Quels souvenirs gardez-vous de votre passage à la Roma ?
« Nous étions très forts, il y avait des joueurs de classe mondiale. Aujourd’hui, une telle équipe remporterait trois championnats d’affilée. Salah, Edin, Francesco, De Rossi, Benatia, Nainggolan, etc. Nous avons juste eu la malchance de tomber sur une Juve incroyable qui ne perdait jamais. »
Le meilleur joueur avec lequel vous avez joué ?
« J’aimerais dire Totti, mais vous savez… j’ai joué avec Ronaldo. Ronnie a toujours été mon idole, partager le vestiaire avec lui était incroyable.
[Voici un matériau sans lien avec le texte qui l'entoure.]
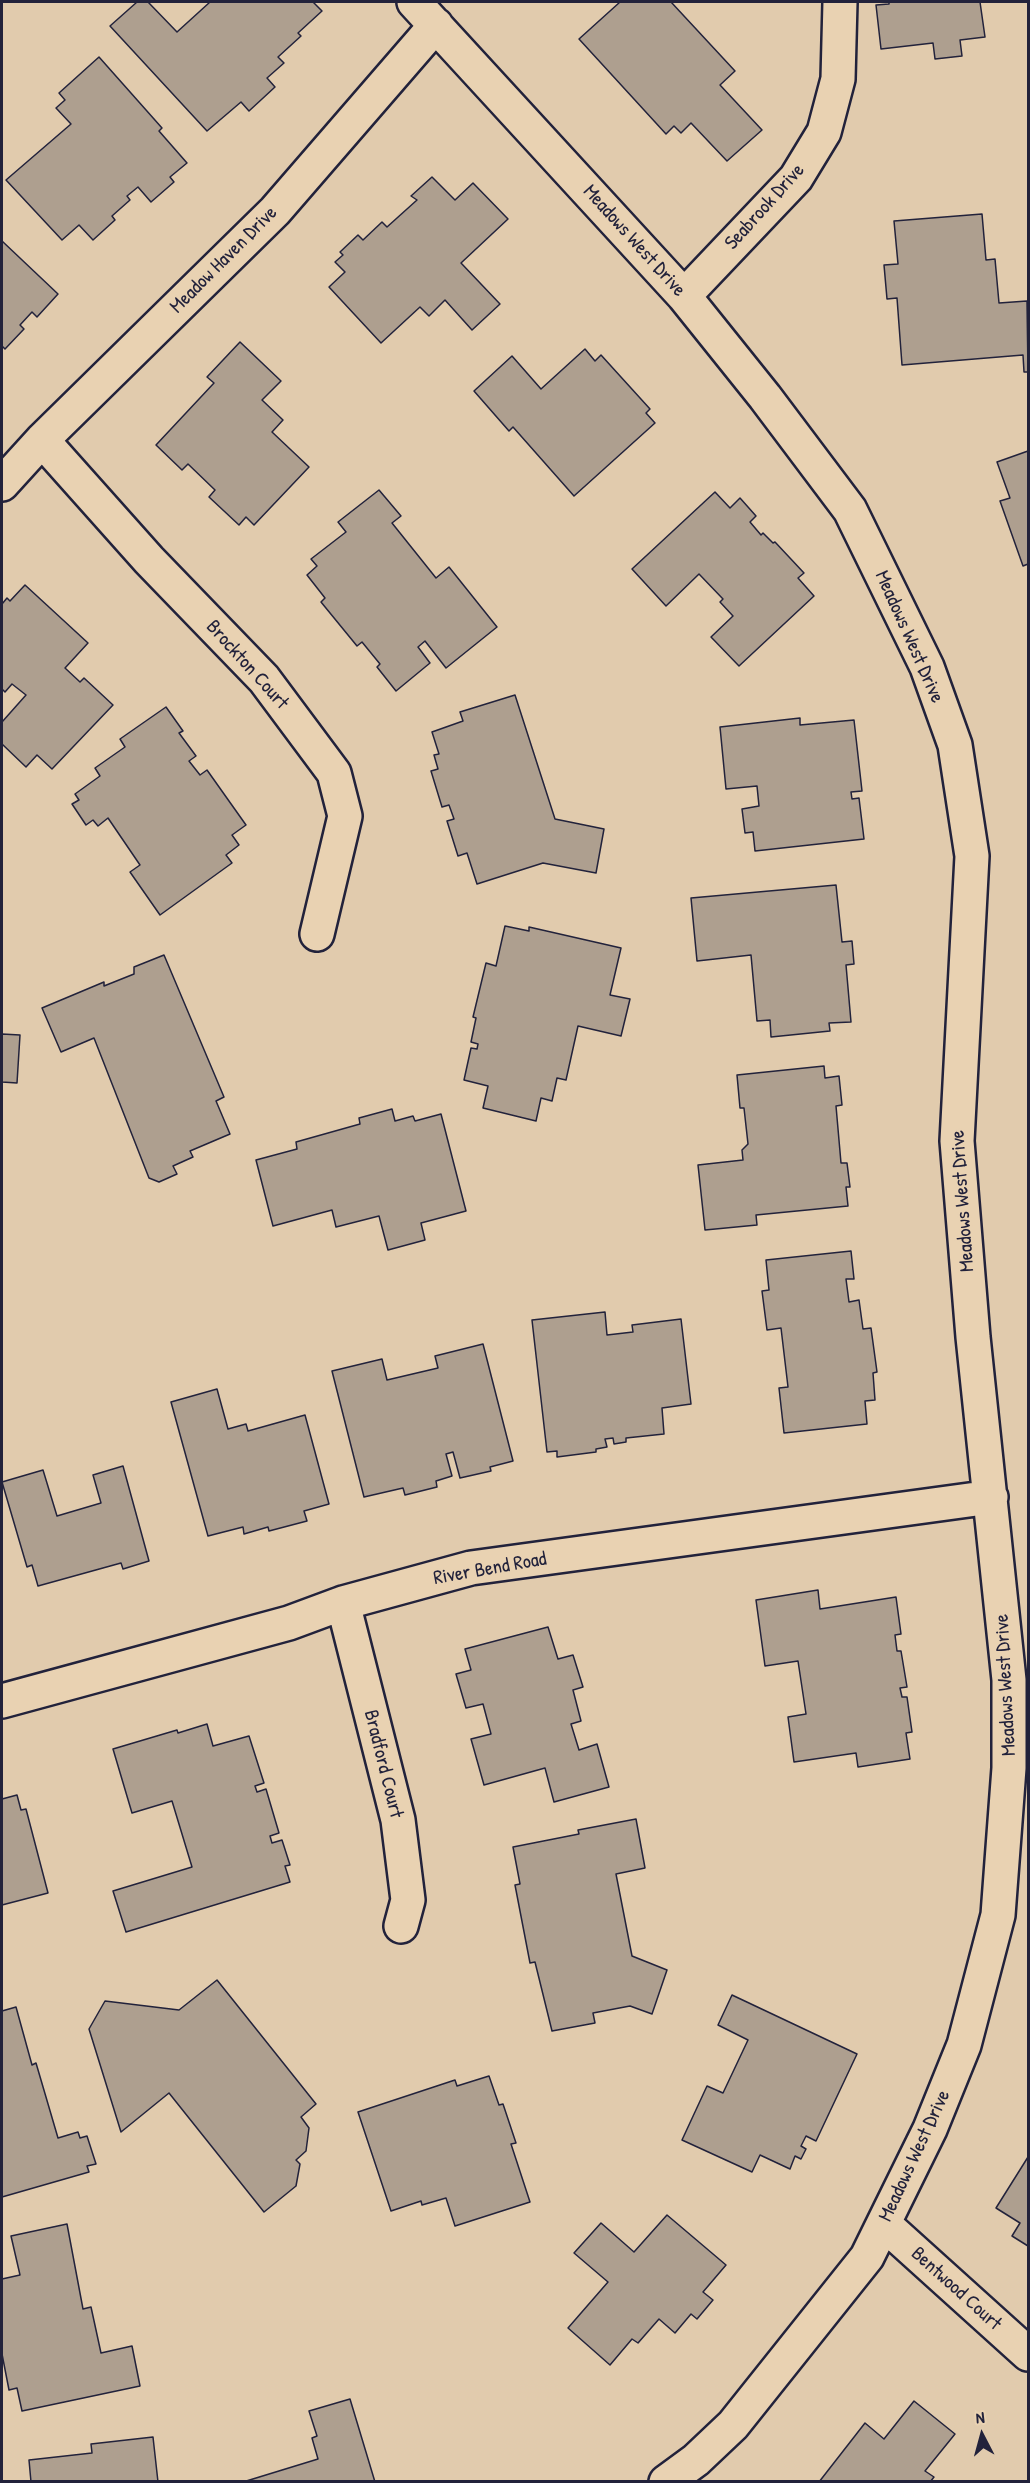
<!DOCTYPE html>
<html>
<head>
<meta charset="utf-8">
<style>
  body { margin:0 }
  #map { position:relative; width:1030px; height:2483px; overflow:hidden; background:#e1cbad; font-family:"Patrick Hand",sans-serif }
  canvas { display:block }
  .frame { position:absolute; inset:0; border:3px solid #22223b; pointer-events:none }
  .north { position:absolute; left:952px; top:2405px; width:60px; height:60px; -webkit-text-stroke:4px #e9d2b2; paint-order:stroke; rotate:354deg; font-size:16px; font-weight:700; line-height:24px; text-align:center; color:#22223b }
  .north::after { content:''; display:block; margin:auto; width:21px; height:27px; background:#22223b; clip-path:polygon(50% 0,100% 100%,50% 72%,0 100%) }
</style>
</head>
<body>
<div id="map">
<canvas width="1030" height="2483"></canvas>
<div class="frame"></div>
<div class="north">N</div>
</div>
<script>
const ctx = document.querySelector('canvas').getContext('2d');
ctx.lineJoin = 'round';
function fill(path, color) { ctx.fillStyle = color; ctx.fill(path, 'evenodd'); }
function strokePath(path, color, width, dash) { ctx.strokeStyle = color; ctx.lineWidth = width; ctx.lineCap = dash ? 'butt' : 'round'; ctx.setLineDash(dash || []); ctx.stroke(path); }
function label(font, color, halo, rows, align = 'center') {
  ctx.font = font + ' "Patrick Hand",sans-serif'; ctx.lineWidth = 4.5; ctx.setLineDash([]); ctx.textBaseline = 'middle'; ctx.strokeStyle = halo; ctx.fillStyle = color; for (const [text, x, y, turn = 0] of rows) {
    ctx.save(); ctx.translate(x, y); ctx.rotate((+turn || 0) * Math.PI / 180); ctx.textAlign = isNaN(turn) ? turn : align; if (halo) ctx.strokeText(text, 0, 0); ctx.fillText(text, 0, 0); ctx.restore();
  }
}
const building = new Path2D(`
  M137,2H148L177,32L210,2H313L322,11L298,33L301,36L278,57L284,63L267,78L275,87L249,111L241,102L207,131L110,26Z
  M620,2H671L735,71L720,85L762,130L727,161L691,123L681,133L674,126L666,134L579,39Z
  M889,2H980L985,37L960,40L962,56L935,59L933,43L881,49L876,5L889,4Z
  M99,57L162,128L159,131L187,163L170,177L174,182L151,202L138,187L127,196L130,200L112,216L115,220L93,240L79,225L62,240L6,180L71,124L56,108L65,100L59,93Z
  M432,177L455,200L473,183L508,219L461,263L500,304L472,330L445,300L429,316L420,307L381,343L329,287L345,272L335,262L343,255L340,252L358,235L363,240L382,222L387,227L417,200L411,196Z
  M982,214L986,260L995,259L999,303L1027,301L1028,372H1024L1023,355L902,365L897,298L887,299L884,265L898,264L894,221Z
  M2,241L58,294L37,317L32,312L20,325L24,329L5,349L2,346Z
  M240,342L281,381L262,400L283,420L272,432L309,467L254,525L246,517L239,525L209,497L215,490L188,464L182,470L156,445L214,383L207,377Z
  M585,349L595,361L601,355L650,409L646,413L655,423L574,496L513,427L509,431L474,391L512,356L541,389Z
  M1028,451V564L1023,566L1000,501L1010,498L997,462Z
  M379,490L401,516L392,523L436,578L449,567L497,627L446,668L425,641L418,647L430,663L396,691L377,667L380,664L362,642L357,646L321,602L325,598L307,575L317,566L311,559L346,532L338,522Z
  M715,492L730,508L740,498L756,516L750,522L761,535L763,533L773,543L775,542L804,573L798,578L814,596L739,666L711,637L733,616L720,602L723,599L699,574L666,606L632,569Z
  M25,585L88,643L65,668L80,682L84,678L113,705L52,769L37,755L26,767L2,744V722L26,695L12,684L5,692L2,689V604L7,598L10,601Z
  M515,695L555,819L604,829L596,873L543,863L477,884L467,853L458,856L447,821L454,819L449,805L442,807L431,771L438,769L434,755L439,754L432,732L463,721L460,712Z
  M166,707L183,731L179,733L196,756L189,761L200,775L207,770L246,825L232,835L239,845L226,855L232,863L160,915L130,872L140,865L108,818L98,826L93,820L86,825L72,804L79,800L75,794L100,776L95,768L125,747L120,739Z
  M800,718V725L854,720L862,791L851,792L852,799L859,798L864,839L755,851L753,832L745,833L742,809L759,806L757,786L726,789L720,727Z
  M836,885L842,942L852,941L854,964L846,965L851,1022L829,1023L830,1031L771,1037L770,1020L757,1021L751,955L697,961L691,898Z
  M505,926L529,931V927L621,948L610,995L630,999L621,1036L578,1026L566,1080L557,1078L552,1101L541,1098L536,1121L483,1108L488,1086L464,1080L471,1048L477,1049L478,1044L471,1042L476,1018L473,1017L486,963L496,966Z
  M164,955L224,1097L216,1101L230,1134L190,1151L193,1157L173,1166L177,1174L159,1182L149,1178L94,1038L61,1052L42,1008L104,982V986L134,974V967Z
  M2,1034L20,1035L17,1083L2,1082Z
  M824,1066L825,1078L839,1076L842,1105L836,1106L841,1163H847L850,1187H846L848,1206L756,1215L757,1225L705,1230L698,1165L743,1160L742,1150L748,1144L744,1108H740L737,1075Z
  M392,1109L395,1121L413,1116L415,1121L441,1114L466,1211L421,1223L425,1240L388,1250L379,1216L336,1227L332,1210L273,1226L256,1160L297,1149L296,1142L360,1124L359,1118Z
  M851,1251L854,1279H846L849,1302L859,1300L863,1329L871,1328L877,1372L873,1373L875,1400L865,1401L867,1424L784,1433L779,1388L788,1387L781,1328L767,1330L762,1291L769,1290L766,1260Z
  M605,1312L607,1335L633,1332L632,1325L681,1319L691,1404L662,1408L664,1434L626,1438V1442L614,1444L613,1438L605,1439L607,1447L596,1449V1452L557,1457V1451L547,1452L532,1320Z
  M483,1344L513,1461L490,1467L491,1471L460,1478L453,1452L446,1454L452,1476L436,1481L437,1487L405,1495L403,1488L364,1497L332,1371L382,1359L387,1380L438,1368L435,1356Z
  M217,1389L228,1429L246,1424L248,1431L305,1415L329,1504L304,1511L307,1521L269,1531L268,1527L244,1534L243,1527L208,1536L171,1402Z
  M123,1466L149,1561L123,1569L121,1563L38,1586L32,1565L27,1567L2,1482L43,1470L57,1516L101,1503L93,1475Z
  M818,1590L820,1609L896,1597L901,1634L895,1635L897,1651H901L907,1687L900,1688L902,1697H907L912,1732L906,1733L910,1759L858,1767L856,1753L794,1762L788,1717L806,1714L798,1661L765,1666L756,1600Z
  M548,1627L558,1659L573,1655L583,1687L573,1690L581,1721L571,1724L579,1750L597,1744L609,1787L554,1802L545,1768L484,1785L471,1739L491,1734L483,1704L466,1708L456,1674L471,1670L465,1649Z
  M207,1724L213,1746L249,1736L264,1783L255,1786L257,1792L266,1789L279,1833L270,1836L272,1843L282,1840L290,1865L285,1866L290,1882L126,1932L113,1891L192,1867L172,1801L132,1813L113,1749L177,1730L178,1733Z
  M17,1795L21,1810L26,1809L48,1893L2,1905V1799Z
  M636,1819L645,1868L616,1874L632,1956L667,1970L652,2014L630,2006L593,2013L595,2023L552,2031L535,1962L530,1963L515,1885L520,1884L513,1847L579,1834L578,1830Z
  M217,1980L316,2104L301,2117L309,2128L306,2151L296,2160L300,2164L296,2186L264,2212L169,2093L121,2132L89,2029L105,2001L179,2010Z
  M732,1995L857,2054L816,2141L806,2136L801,2146L806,2149L801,2159L795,2156L790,2169L760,2155L752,2172L682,2140L707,2086L723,2093L748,2040L718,2025Z
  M16,2007L32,2065L36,2063L58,2138L78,2132L80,2138L87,2136L96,2164L87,2166L89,2172L2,2197V2011Z
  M489,2076L499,2105L503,2104L516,2143L511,2144L530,2202L455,2226L446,2198L422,2205L421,2201L391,2211L358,2112L455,2080L457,2086Z
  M1028,2157V2246L1012,2236L1020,2223L996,2208Z
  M667,2215L726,2265L703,2292L713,2300L697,2319L691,2314L675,2333L659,2319L638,2343L632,2339L610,2365L568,2328L608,2282L574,2253L601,2223L634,2252Z
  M67,2224L83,2309L91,2307L101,2353L132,2346L140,2386L22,2411L17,2388L9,2390L2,2354V2279L20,2275L11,2236Z
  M350,2399L375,2482H243L318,2459L312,2438L317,2436L309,2411Z
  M914,2401L955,2434L925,2471L934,2477L930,2482H819L865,2423L884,2439Z
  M153,2437L158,2482H31L29,2460L92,2453L91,2444Z`);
const minor = new Path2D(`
  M414,2L684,296L765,397L850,510L927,667L955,745L972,856L957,1141L973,1337L1009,1680V1768L998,1915L964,2045L930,2129L867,2257L733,2425L696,2460L666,2482
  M684,296L796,178L824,132L838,79L840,2
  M42,440L149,560L264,679L334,773L345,816L317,934
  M2,484L42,440L275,211L436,25
  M343,1603L398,1820L408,1900L401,1926
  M2,1701L289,1623L343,1603L471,1568L991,1497
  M884,2224L1028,2354`);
const streetNames = [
  ["Seabrook Drive",765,207,-48],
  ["Meadows West Drive",634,241,48],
  ["Meadow Haven Drive",224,260,-45],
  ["Meadows West Drive",909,637,66],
  ["Brockton Court",247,665,48],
  ["Meadows West Drive",963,1201,-94],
  ["River Bend Road",490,1569,-10],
  ["Meadows West Drive",1006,1685,-93],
  ["Bradford Court",383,1764,76],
  ["Meadows West Drive",915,2156,-65],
  ["Bentwood Court",956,2289,42]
];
fill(building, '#ae9f8f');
strokePath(building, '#22223b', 1.5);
strokePath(minor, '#22223b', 38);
strokePath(minor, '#e9d2b2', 33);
label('20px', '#22223b', '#e9d2b2', streetNames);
</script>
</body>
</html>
Après quatre pas, vous ne pouviez plus le rattraper et il avait déjà le ventre, eh ! ».
Quelle relation entretenez-vous aujourd’hui avec le football ?
« Jusqu’à il y a deux ans, je ne pouvais même pas regarder un match. J’avais un nœud à l’estomac. Maintenant, j’ai recommencé à regarder, et j’aimerais même entraîner. Sur le banc, j’aimerais récupérer ce que la malchance m’a enlevé en tant que footballeur. »
Pensez-vous parfois à ce qui se serait passé si… ?
« Chaque jour qui passe, croyez-moi. Pendant longtemps, je me suis demandé pourquoi cela m’était arrivé. Le cancer a balayé mes rêves dans les tribunes. Je pense que j’aurais remporté le championnat avec la Roma et joué la Coupe du monde avec l’équipe nationale brésilienne ».